A mi hija Grethel, porque la he soñado.
A mis nietos, Christian Alexander y Giulianna Camille,
por ser mi presente y mi futuro.
A todos mis seres y amigos queridos

El poema es una de las formas expresivas del amor en la intimidad humana: es sueño, viene del sueño y va hacia los sueños, y asimismo se constituye en gesto vital de la sensibilidad del ser, por lo que es una de las representaciones gráficas de la pasión más importante desde que el hombre perdió su origen divino.

El poema, temáticamente, no trata sólo del amor de los momentos cumbres que rodean especiales circunstancias de vida, sino que además puede representar —en determinados poetas— el amor doméstico y coloquial de todos los días.

El poema no es el amor carnal únicamente; es además, y en mucho, el amor a la vida lleno de las complejidades de la pasión —esa pasión placenteramente terrible que se presenta en los ángeles de Rilke.

El poema, o quizás más claramente todo aquello que tenga la cualidad de la poesía y/o de lo poético, viene a ser una de las inexplicables manifestaciones de Dios (misterio y sueño), porque forma parte, como la oración y la fe religiosa, de su voz y lenguaje.

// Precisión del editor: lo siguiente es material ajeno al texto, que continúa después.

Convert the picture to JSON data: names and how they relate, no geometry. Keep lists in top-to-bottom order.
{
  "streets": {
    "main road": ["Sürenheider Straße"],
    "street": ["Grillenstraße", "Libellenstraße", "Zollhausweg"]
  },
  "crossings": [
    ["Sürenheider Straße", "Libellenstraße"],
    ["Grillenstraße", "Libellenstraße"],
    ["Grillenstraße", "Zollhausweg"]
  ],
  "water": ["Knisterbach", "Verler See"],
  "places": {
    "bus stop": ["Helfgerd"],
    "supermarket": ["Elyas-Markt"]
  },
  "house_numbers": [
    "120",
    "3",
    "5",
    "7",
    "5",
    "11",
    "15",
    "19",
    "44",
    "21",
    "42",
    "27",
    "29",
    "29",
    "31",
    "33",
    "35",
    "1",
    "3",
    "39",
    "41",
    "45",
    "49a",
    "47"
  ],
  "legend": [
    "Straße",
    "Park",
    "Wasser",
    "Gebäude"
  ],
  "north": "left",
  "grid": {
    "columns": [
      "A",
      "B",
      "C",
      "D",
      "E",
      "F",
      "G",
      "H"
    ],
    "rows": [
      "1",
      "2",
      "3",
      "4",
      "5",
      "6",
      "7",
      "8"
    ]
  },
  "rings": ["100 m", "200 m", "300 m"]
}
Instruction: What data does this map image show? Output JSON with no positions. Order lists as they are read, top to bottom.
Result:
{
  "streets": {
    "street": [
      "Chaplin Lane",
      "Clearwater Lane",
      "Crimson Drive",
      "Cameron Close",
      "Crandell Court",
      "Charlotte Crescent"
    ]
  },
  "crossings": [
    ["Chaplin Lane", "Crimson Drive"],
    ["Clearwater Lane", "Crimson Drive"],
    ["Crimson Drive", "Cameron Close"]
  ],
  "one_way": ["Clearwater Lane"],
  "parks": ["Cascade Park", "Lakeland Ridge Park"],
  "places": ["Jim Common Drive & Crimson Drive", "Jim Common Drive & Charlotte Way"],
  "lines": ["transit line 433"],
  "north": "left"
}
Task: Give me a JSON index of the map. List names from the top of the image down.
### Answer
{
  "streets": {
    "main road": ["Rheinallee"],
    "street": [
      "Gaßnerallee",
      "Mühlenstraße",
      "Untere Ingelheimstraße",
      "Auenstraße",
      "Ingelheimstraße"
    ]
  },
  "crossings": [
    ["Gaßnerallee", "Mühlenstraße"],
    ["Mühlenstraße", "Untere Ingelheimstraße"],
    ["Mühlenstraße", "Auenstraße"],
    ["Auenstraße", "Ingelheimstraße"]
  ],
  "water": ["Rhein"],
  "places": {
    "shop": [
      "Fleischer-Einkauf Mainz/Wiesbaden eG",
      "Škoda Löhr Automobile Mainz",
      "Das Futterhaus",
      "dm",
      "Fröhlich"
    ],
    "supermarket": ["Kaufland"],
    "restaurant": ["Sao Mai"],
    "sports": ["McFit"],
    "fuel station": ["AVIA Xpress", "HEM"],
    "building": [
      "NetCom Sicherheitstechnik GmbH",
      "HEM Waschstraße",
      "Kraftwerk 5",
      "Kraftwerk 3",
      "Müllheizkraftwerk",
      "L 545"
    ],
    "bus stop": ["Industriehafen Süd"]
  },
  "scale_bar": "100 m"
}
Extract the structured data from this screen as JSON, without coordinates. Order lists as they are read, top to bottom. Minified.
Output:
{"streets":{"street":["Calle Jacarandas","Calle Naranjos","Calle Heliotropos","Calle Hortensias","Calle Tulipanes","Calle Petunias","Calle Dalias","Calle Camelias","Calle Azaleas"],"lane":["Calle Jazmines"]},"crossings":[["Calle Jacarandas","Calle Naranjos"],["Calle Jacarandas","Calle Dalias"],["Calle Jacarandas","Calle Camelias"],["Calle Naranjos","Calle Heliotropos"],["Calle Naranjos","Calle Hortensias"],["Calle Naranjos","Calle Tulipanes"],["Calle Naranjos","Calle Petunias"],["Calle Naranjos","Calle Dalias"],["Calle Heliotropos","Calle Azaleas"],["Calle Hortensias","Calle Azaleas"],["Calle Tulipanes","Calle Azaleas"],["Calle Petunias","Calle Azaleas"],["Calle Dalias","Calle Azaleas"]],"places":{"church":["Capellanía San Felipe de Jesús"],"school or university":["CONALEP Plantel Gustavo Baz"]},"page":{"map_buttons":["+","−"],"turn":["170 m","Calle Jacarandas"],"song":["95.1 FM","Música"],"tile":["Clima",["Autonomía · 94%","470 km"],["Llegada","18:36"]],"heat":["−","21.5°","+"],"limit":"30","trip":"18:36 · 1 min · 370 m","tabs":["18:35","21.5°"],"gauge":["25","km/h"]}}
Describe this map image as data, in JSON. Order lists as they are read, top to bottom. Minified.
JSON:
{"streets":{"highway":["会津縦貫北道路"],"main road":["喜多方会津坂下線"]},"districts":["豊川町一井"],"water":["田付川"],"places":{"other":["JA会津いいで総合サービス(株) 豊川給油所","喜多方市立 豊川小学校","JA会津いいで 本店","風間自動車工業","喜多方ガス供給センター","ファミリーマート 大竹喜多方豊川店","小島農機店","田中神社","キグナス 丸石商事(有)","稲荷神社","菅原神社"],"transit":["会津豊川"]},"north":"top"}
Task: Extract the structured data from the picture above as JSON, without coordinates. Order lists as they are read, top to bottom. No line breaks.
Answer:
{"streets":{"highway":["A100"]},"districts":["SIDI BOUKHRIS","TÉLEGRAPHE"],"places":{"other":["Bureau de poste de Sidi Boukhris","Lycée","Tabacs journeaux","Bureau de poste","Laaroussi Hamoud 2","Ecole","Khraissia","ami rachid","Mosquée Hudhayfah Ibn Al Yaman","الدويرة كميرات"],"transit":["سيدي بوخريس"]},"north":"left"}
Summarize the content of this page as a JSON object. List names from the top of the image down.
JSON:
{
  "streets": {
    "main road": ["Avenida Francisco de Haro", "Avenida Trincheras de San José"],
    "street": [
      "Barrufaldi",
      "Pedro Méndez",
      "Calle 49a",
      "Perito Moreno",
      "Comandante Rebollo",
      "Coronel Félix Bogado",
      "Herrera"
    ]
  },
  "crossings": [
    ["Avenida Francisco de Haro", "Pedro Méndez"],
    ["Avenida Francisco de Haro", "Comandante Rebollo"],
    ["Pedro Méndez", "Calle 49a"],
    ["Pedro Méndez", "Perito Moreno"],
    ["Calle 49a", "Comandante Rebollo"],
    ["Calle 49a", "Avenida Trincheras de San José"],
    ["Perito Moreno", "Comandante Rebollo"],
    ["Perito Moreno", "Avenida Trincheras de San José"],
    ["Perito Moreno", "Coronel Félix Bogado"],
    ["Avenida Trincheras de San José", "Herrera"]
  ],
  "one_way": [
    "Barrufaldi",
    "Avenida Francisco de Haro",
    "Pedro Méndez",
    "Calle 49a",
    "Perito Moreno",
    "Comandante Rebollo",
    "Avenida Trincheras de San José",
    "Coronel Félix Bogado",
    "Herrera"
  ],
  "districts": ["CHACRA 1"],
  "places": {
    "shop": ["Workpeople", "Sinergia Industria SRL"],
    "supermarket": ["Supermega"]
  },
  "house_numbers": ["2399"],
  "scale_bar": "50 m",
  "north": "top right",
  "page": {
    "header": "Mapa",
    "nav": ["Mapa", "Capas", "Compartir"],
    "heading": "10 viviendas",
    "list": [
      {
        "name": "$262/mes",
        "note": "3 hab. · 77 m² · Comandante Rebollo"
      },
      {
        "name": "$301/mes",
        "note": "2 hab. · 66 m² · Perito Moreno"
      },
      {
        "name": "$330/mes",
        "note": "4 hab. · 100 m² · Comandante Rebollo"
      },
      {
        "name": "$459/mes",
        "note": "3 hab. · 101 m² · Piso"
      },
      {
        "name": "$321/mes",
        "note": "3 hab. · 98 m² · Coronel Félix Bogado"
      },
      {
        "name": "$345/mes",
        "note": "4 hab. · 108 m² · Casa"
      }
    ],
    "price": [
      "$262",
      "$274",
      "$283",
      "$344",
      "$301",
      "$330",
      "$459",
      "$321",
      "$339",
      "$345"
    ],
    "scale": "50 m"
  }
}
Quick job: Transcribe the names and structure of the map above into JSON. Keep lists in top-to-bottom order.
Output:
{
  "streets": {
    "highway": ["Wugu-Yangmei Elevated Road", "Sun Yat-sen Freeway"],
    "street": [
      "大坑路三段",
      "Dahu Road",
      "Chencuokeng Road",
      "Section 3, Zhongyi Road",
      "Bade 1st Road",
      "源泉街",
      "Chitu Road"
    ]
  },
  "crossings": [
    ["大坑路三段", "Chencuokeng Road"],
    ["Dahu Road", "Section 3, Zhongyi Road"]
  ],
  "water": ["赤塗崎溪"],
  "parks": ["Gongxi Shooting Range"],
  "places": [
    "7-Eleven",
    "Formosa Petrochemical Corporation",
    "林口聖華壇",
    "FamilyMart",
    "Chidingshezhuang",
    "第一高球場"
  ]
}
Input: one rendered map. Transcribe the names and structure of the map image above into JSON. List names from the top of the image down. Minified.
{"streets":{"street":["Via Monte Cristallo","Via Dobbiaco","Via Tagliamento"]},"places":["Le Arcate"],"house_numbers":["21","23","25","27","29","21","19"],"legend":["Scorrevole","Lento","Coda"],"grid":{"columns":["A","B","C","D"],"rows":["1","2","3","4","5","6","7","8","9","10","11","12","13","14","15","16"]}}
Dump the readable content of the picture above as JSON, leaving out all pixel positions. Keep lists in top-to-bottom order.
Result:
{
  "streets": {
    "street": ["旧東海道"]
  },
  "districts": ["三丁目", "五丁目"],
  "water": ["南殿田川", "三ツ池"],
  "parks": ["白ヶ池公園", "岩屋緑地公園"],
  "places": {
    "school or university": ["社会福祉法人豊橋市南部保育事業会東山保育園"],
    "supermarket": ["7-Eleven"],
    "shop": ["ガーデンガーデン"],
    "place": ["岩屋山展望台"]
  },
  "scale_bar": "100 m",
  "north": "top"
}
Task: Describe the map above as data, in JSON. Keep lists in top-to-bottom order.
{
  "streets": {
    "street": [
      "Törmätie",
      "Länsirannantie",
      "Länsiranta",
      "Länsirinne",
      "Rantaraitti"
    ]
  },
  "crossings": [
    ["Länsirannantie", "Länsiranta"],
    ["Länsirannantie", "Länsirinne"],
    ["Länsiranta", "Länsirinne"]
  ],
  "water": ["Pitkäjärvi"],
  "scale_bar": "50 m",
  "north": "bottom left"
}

De manera inversa, me atrevo a decir que el amor es, en su forma más breve, el poema como instante único y a la vez efímero que contradice y desborda el orden de lo mensurable; que el amor es, en el poema, ese camino que hacemos sin explicación alguna para a veces llegar al borde y lanzarnos al abismo de lo inefable.

Ya en el sueño, que es el espacio mítico cuando intentamos el vuelo por las regiones del esplendor, tocamos fondo durante los (posibles eternos) segundos de permanencia en el Ser. Entonces respiramos y sentimos el ámbar; o sea, esa luz indistinta y al mismo tiempo diferente de lo que hemos sido en la raigambre de nuestro origen.

El poema nos permite entrar en un bello conjuro de palabras y relaciones, de fluido anímico, mental y emotivo; y esto lo hacemos por la vocación de vida interior que proyectamos hacia el otro. Con él recreamos una búsqueda de la vida invisible (o vida ausente), que a veces hacemos sin saber, para encontrar nuestro ser primordial.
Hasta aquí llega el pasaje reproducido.